Your reply should hold only the lines from the records below where "linecap" occurs.

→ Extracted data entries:
★ ★ ★ ★ ★ ★ ★

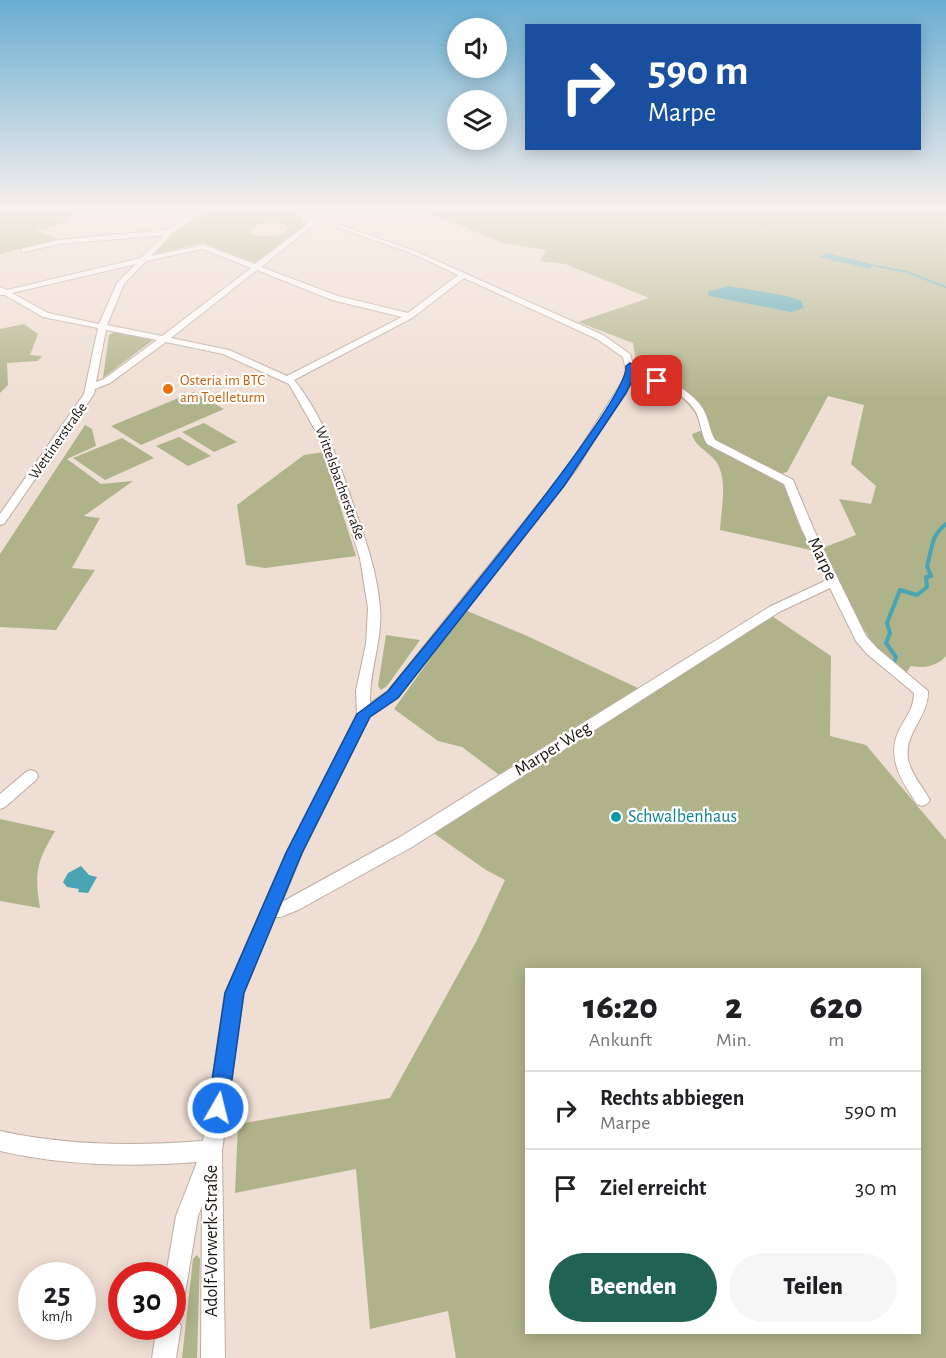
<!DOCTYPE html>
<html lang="de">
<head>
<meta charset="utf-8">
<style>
  :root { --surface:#fff; --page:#f6f6f6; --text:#202124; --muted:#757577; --line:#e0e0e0; --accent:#206352 }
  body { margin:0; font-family:"Alegreya Sans",sans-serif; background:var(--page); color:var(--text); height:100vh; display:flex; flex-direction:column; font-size:22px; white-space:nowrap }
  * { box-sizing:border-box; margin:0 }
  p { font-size:20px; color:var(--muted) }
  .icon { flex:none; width:33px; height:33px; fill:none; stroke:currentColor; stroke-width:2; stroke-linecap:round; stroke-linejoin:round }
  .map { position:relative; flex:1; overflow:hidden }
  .side { position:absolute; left:525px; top:968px; width:396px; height:366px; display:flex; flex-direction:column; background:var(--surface); border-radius:0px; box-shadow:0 3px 15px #0003 }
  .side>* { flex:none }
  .top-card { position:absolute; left:525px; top:24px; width:396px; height:126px; border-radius:0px; box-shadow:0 3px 15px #0003; background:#1a4fa0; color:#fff; overflow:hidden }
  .buttons { position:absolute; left:447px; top:18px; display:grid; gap:12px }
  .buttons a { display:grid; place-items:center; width:60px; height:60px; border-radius:50%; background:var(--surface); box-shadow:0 3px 15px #0003; font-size:30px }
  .speed { position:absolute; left:18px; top:1262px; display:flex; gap:12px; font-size:30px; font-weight:700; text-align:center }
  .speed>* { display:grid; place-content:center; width:78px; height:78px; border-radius:50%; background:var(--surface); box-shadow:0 3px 15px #0003; line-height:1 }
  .speed small { font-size:15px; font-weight:400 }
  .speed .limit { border:9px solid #d22; background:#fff; color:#111 }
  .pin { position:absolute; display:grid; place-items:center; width:51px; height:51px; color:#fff; margin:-26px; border-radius:12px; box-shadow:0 3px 9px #0006 }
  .me { position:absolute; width:66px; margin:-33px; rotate:8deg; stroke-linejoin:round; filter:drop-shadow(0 0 4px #0008) }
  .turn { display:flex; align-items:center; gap:21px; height:126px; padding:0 24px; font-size:27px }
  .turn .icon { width:78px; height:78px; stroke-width:2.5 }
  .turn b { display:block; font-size:42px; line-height:51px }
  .eta { display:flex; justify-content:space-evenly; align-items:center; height:102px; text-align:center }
  .eta b { font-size:36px; font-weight:800; line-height:42px }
  .cta { display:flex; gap:12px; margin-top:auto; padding:12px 24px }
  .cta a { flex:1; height:69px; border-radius:36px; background:var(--accent); color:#fff; font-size:24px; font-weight:800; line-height:69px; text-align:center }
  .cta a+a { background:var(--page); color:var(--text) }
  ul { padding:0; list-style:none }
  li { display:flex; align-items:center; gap:18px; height:78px; padding:0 24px; border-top:2px solid var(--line) }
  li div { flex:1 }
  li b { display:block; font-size:22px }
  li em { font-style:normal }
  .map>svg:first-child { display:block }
  .green { fill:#afb38a; fill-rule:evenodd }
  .water { fill:#4ba4b3 }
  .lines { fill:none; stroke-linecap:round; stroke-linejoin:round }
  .stream-far1 { stroke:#4ba4b3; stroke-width:2 }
  .stream { stroke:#4ba4b3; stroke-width:4 }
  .minor-casing { stroke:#bdaca2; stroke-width:2 }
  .minor { fill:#fff; fill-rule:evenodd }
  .route { fill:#1a73e8; stroke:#114b97; stroke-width:1.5 }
  .food-dot { fill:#e8710a; stroke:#fff; stroke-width:2 }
  .culture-dot { fill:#0f9aa8; stroke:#fff; stroke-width:2 }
  .labels { text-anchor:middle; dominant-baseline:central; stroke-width:4.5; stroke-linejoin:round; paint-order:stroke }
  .far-food-label { font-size:15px; fill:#c56008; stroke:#fff; text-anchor:start }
  .far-street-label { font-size:15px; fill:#1a1410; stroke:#fff }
  .street-label { font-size:18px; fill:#1a1410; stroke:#fff }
  .culture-label { font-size:18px; fill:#0d838f; stroke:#fff; text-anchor:start }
</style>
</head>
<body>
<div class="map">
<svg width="946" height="1358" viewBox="0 0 946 1358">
  <rect width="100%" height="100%" fill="#efded3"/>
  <path class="green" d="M0,210H89L61,218L69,222L36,231L59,239L0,254Z
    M209,210H333L300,215L304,226L255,263L203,243L155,254L179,227ZM266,223L284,224L289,229C279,238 260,239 249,232L253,227Z
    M423,210H946V656C937,666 924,669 911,666L906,673L876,649L815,551L720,530C721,511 728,480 717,463C710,452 695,447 692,434L703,430C694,400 667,385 638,376L633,343L578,322L649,298L565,264L540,261L546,250L503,243ZM828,396L864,405L851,464L876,486L871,504L839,499L856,535L815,551L797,520L784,485L773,476L787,472Z
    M24,324L38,334L30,355L42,356L38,361L7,363L8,385L0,393V329Z
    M115,332L153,340L103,378L109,335Z
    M193,392L224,409L141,445L111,426Z
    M204,423L237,442L214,452L182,432Z
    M85,425L92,429L96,446L67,459L101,484L133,481L84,516L100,518L72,568L95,570L56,630L0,627V554Z
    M179,437L211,456L188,466L156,446Z
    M122,438L154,458L105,480L73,458Z
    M323,452L356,556L265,568L246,565L237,505L304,455Z
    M465,610L525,635L640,689L766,612L831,656L830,736L866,745L946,840V1358H456L448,1311L370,1329L356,1169L235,1193L238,1124L390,1098L477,940L505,880L486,870L432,832L510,783L462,747L438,741L394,709ZM526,969H920V1332H526Z
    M386,635L420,640L387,686L381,690L378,686Z
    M0,819L55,831C37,862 34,872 40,908L0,901Z
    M197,1255L200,1259L197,1358H182L193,1259Z"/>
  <path class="water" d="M827,253L879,266H871V269L820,257Z
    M728,286L787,296L801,301L804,308L791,312L709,296L708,292Z
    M81,866L89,875L97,877L88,893L78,892L79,889L67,887L63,882L68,873Z"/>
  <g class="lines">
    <path class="stream-far1" d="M750,210L763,227
      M876,266L907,272L946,287"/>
    <path class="stream" d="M895,660L896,657L886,643L890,633L887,623L900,590L917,595L927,587L926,577L931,576L927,566C933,547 930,537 946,524"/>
    <defs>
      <path id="minor" d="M199,210H207L172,233L151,256L204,245L255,264L309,223L294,210C304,210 314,215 315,224L261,267L338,296L408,313L458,275L411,253L323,222L328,221L415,251L603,335L630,354L633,364C656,376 689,386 703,409C709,419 709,430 715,440L793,480L814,530L866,636L877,648L928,691C929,718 901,735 909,763C913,777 923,787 930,800L927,804L922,806L917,804C899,778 884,753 903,723C909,713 914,705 914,693L867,654L856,641L830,588L779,612L412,847L300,909L281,917H275L243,993L222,1151L225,1358H201L202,1206L198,1216L183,1305L180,1313L173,1316L177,1318L181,1326L176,1358H152L157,1326H172V1275H166L176,1216L197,1162C130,1167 66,1166 0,1151V1131C68,1146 134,1146 203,1141L225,993L286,853L357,714L356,691L366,644L368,608L360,558L323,444L289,384L223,354L166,342L110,383L95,389L94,394L4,524L0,525V514L84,394L98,328L43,317L5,295H0V287L7,290L141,258L164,235L59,244L23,252L21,249L59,240L168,230ZM203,249L251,268L162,336L107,325L124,284L146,261ZM136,264L117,283L99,324L48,313L12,293ZM257,270L332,300L402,317L287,376L229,350L171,338ZM464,278L597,339L623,357L627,374L568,467L388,691L370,703C369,671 383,639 380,607C377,571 365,538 353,504C339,461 323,416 294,380L412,318ZM106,330L157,340L104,379L96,382ZM635,372C654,382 685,392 696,412C701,423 701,434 707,444L784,484L802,530L827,580L771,606L400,837L282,902L302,853L369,717L398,697L576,470Z
        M31,770L36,772L38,776L36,780L5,807L0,809V794L26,772Z"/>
    </defs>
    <use href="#minor" class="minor-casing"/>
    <use href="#minor" class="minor"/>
  </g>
  <linearGradient id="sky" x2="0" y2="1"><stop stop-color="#69aed3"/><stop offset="0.52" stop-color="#f8f0eb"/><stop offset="1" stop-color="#f8f0eb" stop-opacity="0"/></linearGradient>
  <rect width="946" height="401" fill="url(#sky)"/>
  <path class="route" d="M630,363L661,381L654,383L636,373L626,393L564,486L398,698L370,717L302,853L244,993L228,1108L225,1115L218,1118L211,1115L208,1108L225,993L286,853L357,714L388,691C423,647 630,402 626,366Z"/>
  <circle class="food-dot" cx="168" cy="389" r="6"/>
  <circle class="culture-dot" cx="616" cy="817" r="6"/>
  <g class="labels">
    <g class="far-food-label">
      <text x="180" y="380">Osteria im BTC<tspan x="180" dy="17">am Toelleturm</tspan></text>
    </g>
    <g class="far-street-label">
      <text transform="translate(58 441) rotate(-55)">Wettinerstraße</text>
      <text transform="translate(340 483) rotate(70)">Wittelsbacherstraße</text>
    </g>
    <g class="street-label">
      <text transform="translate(822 559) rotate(64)">Marpe</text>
      <text transform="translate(553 749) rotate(-32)">Marper Weg</text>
      <text transform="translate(212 1241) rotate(-90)">Adolf-Vorwerk-Straße</text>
    </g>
    <g class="culture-label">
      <text x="628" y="817">Schwalbenhaus</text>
    </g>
  </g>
</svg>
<div class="buttons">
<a><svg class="icon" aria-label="sound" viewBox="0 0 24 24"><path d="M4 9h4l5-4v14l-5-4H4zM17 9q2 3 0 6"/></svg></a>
<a><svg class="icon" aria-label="layers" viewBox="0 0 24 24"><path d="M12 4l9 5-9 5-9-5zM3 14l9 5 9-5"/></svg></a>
</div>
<div class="speed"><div>25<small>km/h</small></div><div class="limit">30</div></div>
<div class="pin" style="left:657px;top:381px;background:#d93025"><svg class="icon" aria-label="arrive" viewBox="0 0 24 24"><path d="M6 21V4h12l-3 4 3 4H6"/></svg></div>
<svg class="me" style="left:218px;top:1108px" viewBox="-20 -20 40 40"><circle r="17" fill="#1a73e8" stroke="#fff" stroke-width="3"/><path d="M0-11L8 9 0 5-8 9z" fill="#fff"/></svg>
<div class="top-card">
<div class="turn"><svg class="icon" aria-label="right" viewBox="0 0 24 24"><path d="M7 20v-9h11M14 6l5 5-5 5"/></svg><div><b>590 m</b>Marpe</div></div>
</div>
<section class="side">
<div class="eta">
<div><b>16:20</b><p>Ankunft</p></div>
<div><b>2</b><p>Min.</p></div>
<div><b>620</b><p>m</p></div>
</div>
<ul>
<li><svg class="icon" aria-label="right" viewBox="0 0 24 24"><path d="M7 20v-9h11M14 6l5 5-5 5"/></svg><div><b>Rechts abbiegen</b><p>Marpe</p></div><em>590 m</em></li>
<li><svg class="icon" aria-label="arrive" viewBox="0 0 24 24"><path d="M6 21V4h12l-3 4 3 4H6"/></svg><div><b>Ziel erreicht</b></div><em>30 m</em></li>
</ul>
<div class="cta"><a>Beenden</a><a>Teilen</a></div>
</section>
</div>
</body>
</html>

★ ★ ★ ★ ★ ★ ★

→ Solution to the problem:
  .icon { flex:none; width:33px; height:33px; fill:none; stroke:currentColor; stroke-width:2; stroke-linecap:round; stroke-linejoin:round }
  .lines { fill:none; stroke-linecap:round; stroke-linejoin:round }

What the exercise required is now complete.